++++ STORED DATA ++++
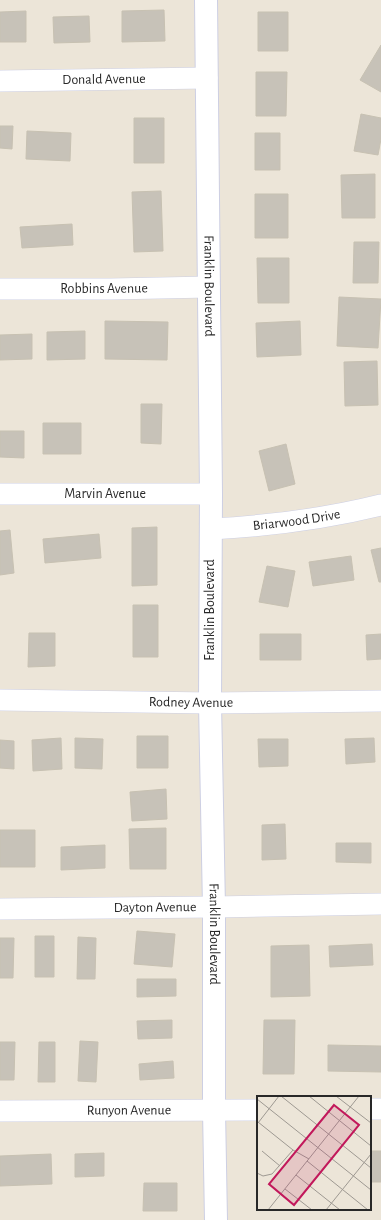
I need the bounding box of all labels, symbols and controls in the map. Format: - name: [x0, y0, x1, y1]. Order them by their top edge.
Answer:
- street label: Donald Avenue: [62, 72, 146, 87]
- street label: Franklin Boulevard: [201, 235, 216, 337]
- street label: Robbins Avenue: [60, 281, 148, 296]
- street label: Marvin Avenue: [64, 487, 146, 501]
- street label: Briarwood Drive: [252, 507, 341, 533]
- street label: Franklin Boulevard: [203, 559, 217, 661]
- street label: Rodney Avenue: [149, 695, 233, 710]
- street label: Franklin Boulevard: [207, 883, 221, 985]
- street label: Dayton Avenue: [114, 900, 196, 915]
- inset map: [257, 1096, 371, 1210]
- street label: Runyon Avenue: [87, 1103, 171, 1118]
++++
* WORK ITEM: Every word of the data should be reproduced exactly; please omit any pictures.

* TASK OUTPUT:
I need the bounding box of all labels, symbols and controls in the map. Format: - name: [x0, y0, x1, y1]. Order them by their top edge.
Answer:
- street label: Donald Avenue: [62, 72, 146, 87]
- street label: Franklin Boulevard: [201, 235, 216, 337]
- street label: Robbins Avenue: [60, 281, 148, 296]
- street label: Marvin Avenue: [64, 487, 146, 501]
- street label: Briarwood Drive: [252, 507, 341, 533]
- street label: Franklin Boulevard: [203, 559, 217, 661]
- street label: Rodney Avenue: [149, 695, 233, 710]
- street label: Franklin Boulevard: [207, 883, 221, 985]
- street label: Dayton Avenue: [114, 900, 196, 915]
- inset map: [257, 1096, 371, 1210]
- street label: Runyon Avenue: [87, 1103, 171, 1118]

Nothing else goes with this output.